Lab 10: Interpreters

lab10.zip

Due by 11:59pm on Wednesday, April 16.

Starter Files

Attendance

If you are in a regular lab in CS 61A, get an arrival number from your TA and then fill out this lab attendance form. (If you are in the mega lab, you don't need to fill out the form.) You need to submit the lab problems in addition to the attendance form to get credit for lab.

Topics

Consult this section if you need a refresher on the material for this lab. It's okay to skip directly to the questions and refer back here should you get stuck.

Interpreters

An interpreter is a program that allows you to interact with the computer using a specific language. It takes the code you write, interprets it, and then executes the corresponding actions, often using a more fundamental language to communicate with the computer hardware.

In Project 4, you'll develop an interpreter for the Scheme programming language using Python. Interestingly, the Python interpreter you've been using throughout this course is primarily written in the C programming language. At the lowest level, computers operate by interpreting machine code, which is a series of ones and zeros that instructs the computer on performing basic tasks such as arithmetic operations and data retrieval.

When we talk about an interpreter, there are two languages at work:

The language being interpreted: For Project 4, this is the Scheme language.
The implementation language: This is the language used to create the interpreter itself, which, for Project 4, will be Python.

REPL

A common feature of interpreters is the Read-Eval-Print Loop (REPL), which processes user inputs in a cyclic fashion through three stages:

Read: The interpreter first reads the input string provided by the user. This input goes through a parsing process that involves two key steps:
- The lexical analysis step breaks down the input string into tokens, which are the basic elements or "words" of the language you're interpreting. These tokens represent the smallest units of meaning within the input.
- The syntactic analysis step takes the tokens from the previous step and organizes them into a data structure that the underlying language can understand. For our Scheme interpreter, we assemble the tokens into a Pair object (similar to a Link), to represent the structure of the original call expression.
  - The first item in the Pair represents the operator of the call expression, while the subsequent elements are the operands or arguments upon which the operation will act. Note that these operands can also be call expressions themselves (nested expressions).

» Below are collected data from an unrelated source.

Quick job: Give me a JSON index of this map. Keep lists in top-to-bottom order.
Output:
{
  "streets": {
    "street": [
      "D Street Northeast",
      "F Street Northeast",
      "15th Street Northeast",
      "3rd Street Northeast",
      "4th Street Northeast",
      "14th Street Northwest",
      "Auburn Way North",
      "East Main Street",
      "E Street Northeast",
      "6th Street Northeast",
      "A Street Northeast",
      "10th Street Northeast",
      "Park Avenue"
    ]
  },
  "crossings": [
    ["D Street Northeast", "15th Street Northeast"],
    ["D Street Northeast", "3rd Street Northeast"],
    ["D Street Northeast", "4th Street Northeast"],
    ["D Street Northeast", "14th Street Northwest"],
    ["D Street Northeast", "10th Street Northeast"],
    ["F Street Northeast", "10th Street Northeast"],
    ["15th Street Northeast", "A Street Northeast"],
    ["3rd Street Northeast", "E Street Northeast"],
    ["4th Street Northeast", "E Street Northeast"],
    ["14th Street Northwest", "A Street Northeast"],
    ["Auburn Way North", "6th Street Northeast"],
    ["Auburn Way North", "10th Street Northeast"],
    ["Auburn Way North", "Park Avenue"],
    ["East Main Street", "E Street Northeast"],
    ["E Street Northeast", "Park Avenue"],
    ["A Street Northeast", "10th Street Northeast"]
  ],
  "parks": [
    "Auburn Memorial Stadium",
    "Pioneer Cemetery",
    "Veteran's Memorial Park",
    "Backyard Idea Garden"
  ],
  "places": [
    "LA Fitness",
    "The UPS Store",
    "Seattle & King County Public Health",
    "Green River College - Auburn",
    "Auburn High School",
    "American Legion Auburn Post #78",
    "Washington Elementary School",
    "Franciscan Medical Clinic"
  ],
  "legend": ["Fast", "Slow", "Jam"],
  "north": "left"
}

Below is a summary of the read process for a Scheme expression input:

Eval: This step evaluates the expressions you've written in that programming language to obtain a value. It involves the following two functions:
- eval takes an expression and evaluates it based on the language's rules. When the expression is a call expression, eval uses the apply function to obtain the result. It will evaluate the operator and its operands in order. For example, in (add 1 2), eval would identify add as the operator and 1 and 2 as the operands. It evaluates add to ensure it's a valid function and then evaluates 1 and 2 to ensure they're valid arguments.
- apply takes the evaluated operator (the function) and applies it to the evaluated operands (the arguments). Note that it's possible that, during this process, apply needs to evaluate more expressions (like those found within the function body). This is where apply may call back to eval, and thus these two stages are mutually recursive.
Print: Display the result of evaluating the user input.

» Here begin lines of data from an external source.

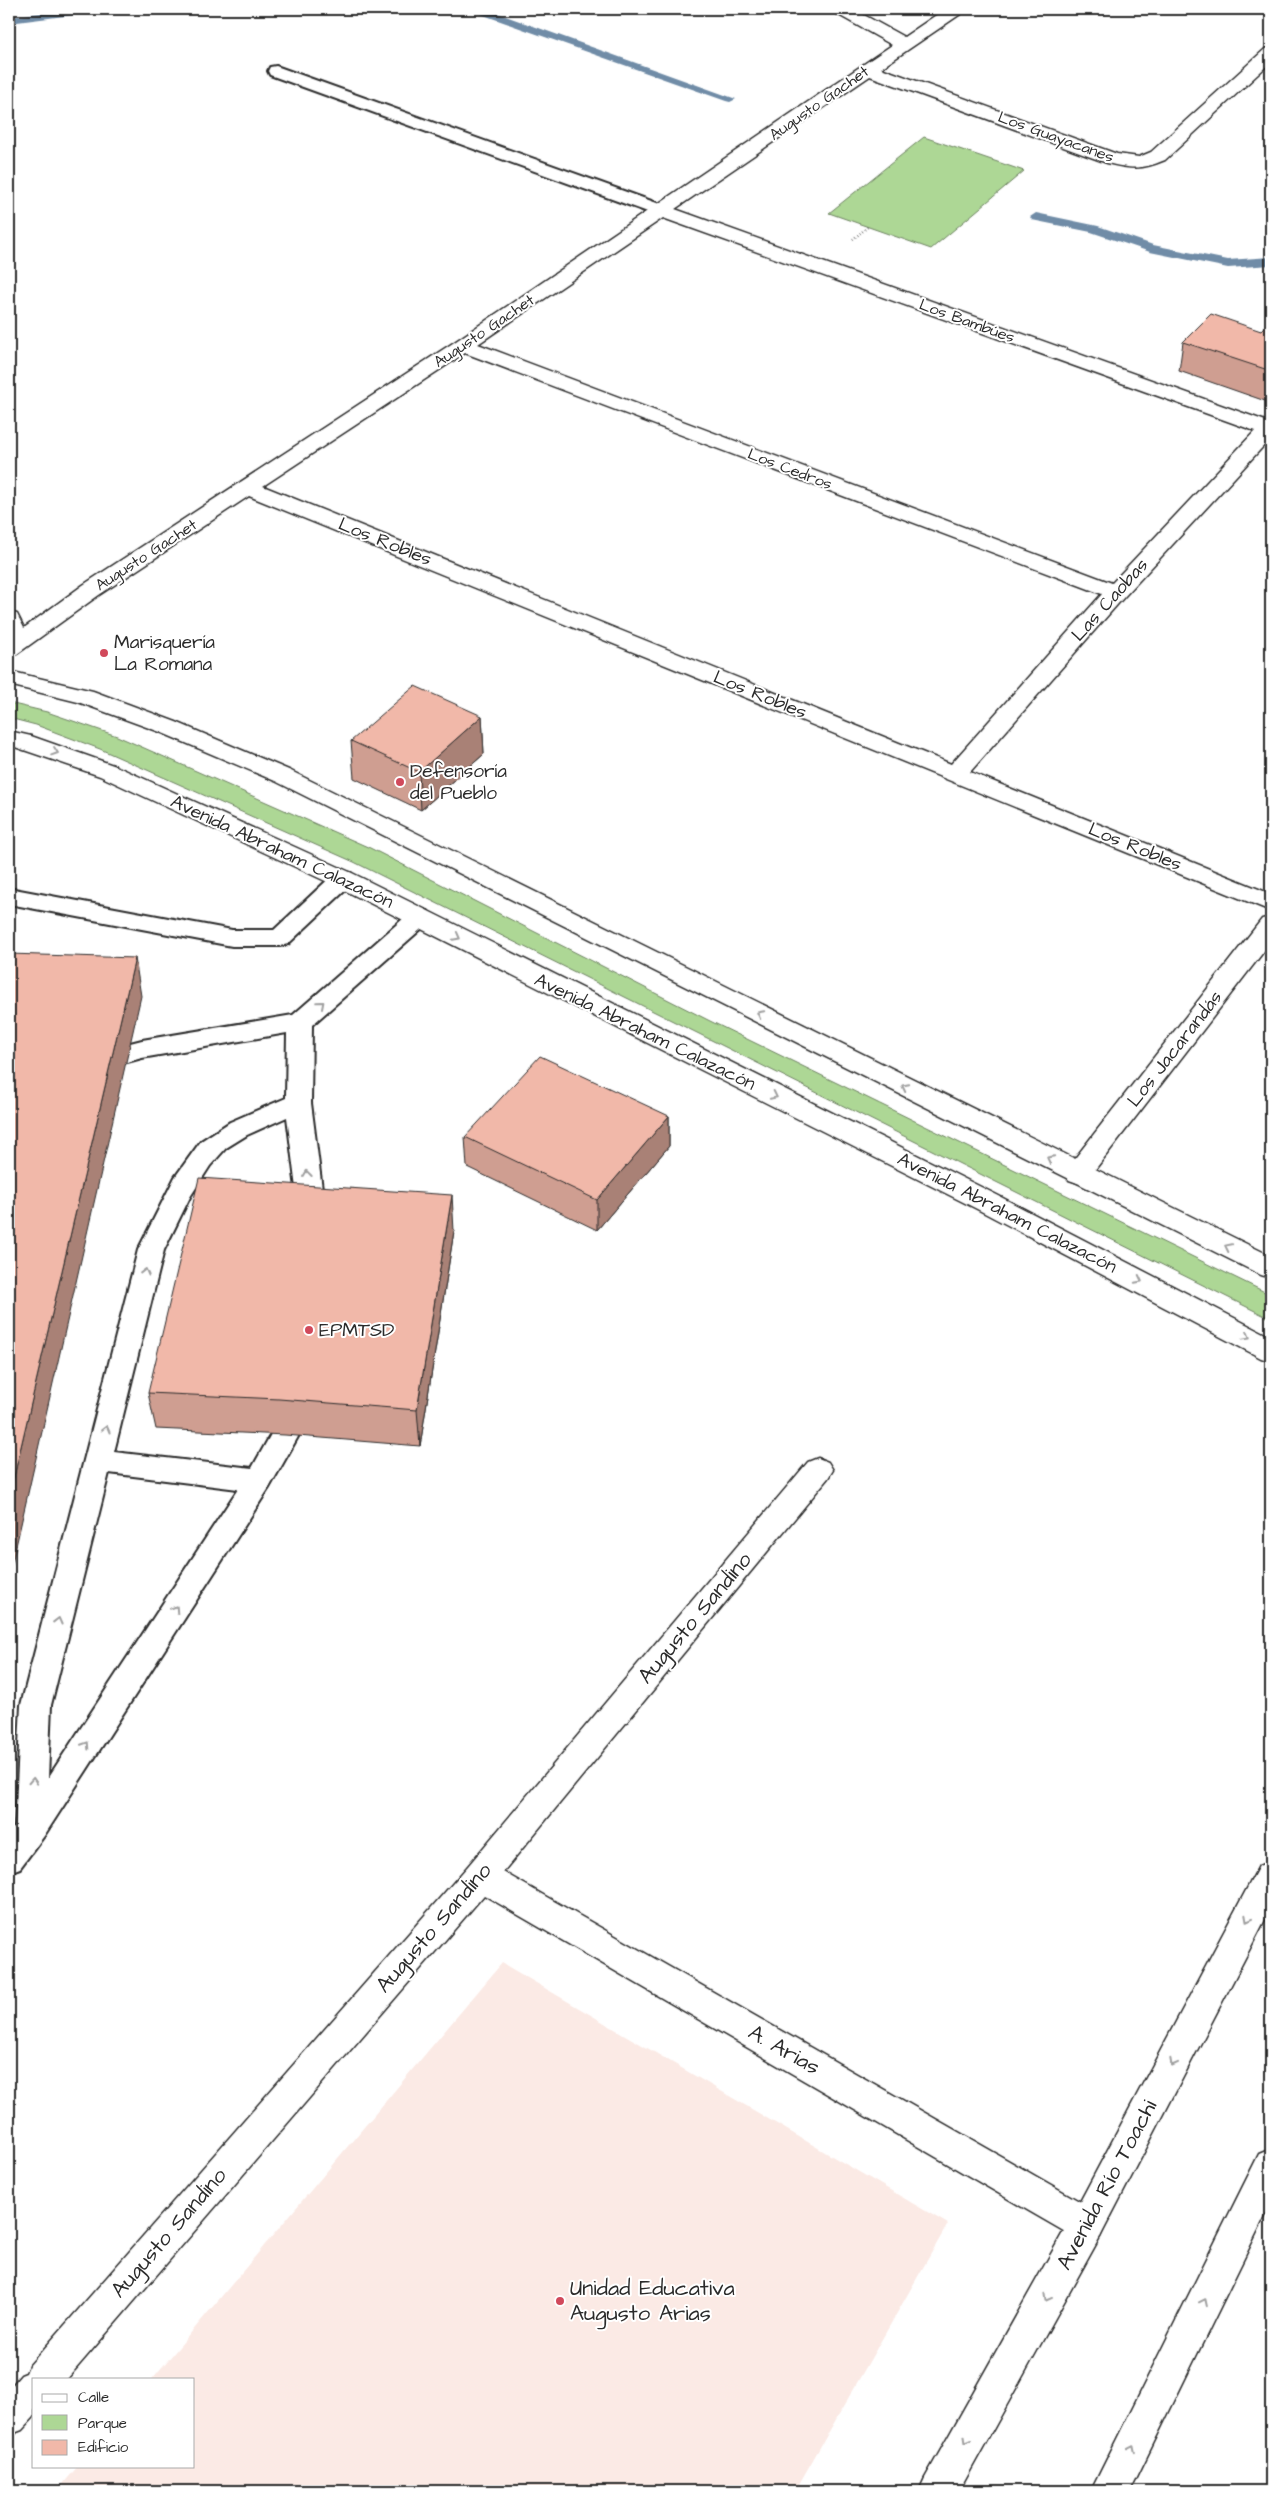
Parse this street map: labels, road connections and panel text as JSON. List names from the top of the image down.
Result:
{
  "streets": {
    "street": [
      "Augusto Gachet",
      "Los Guayacanes",
      "Los Bambúes",
      "Los Cedros",
      "Los Robles",
      "Las Caobas",
      "Avenida Abraham Calazacón",
      "Los Jacarandás",
      "Augusto Sandino",
      "A. Arias",
      "Avenida Río Toachi"
    ]
  },
  "crossings": [
    ["Augusto Gachet", "Los Guayacanes"],
    ["Augusto Gachet", "Los Bambúes"],
    ["Augusto Gachet", "Los Cedros"],
    ["Augusto Gachet", "Los Robles"],
    ["Los Bambúes", "Las Caobas"],
    ["Los Cedros", "Las Caobas"],
    ["Los Robles", "Las Caobas"],
    ["Augusto Sandino", "A. Arias"],
    ["A. Arias", "Avenida Río Toachi"]
  ],
  "places": [
    "Marisquería La Romana",
    "Defensoría del Pueblo",
    "EPMTSD",
    "Unidad Educativa Augusto Arias"
  ],
  "legend": ["Calle", "Parque", "Edificio"]
}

Here's how all the pieces fit together:

Required Questions

Getting Started Videos

These videos may provide some helpful direction for tackling the coding problems on this assignment.

To see these videos, you should be logged into your berkeley.edu email.

YouTube link

Calculator

An interpreter is a program that executes programs. Today, we will extend the interpreter for Calculator, a simple made-up language that is a subset of Scheme. This lab is like the Scheme Project in miniature.

The Calculator language includes only the four basic arithmetic operations: +, -, *, and /. These operations can be nested and can take various numbers of arguments, just like in Scheme. A few examples of calculator expressions and their corresponding values are shown below.

 calc> (+ 2 2 2)
 6

 calc> (- 5)
 -5

 calc> (* (+ 1 2) (+ 2 3 4))
 27

Calculator expressions are represented as Python objects:

Numbers are represented using Python numbers.
The symbols for arithmetic operations are represented using Python strings (e.g. '+').
Call expressions are represented using the Pair class below.

Pair Class

To represent Scheme lists in Python, we will use the Pair class (in both this lab and the Scheme project). A Pair instance has two attributes: first and rest. Pair is always called on two arguments. To make a list, nest calls to Pair and pass in nil as the second argument of the last pair.

Look familiar? Pair is very similar to Link, the class we used to represent linked lists. They differ in their str representation: printing a Pair instance displays the list using Scheme syntax.

Note: In the Python code, nil is bound to a user-defined object that represents an empty Scheme list. Similarly, nil in Scheme evaluates to an empty list.

For example, once our interpreter reads in the Scheme expression (+ 2 3), it is represented as Pair('+', Pair(2, Pair(3, nil))).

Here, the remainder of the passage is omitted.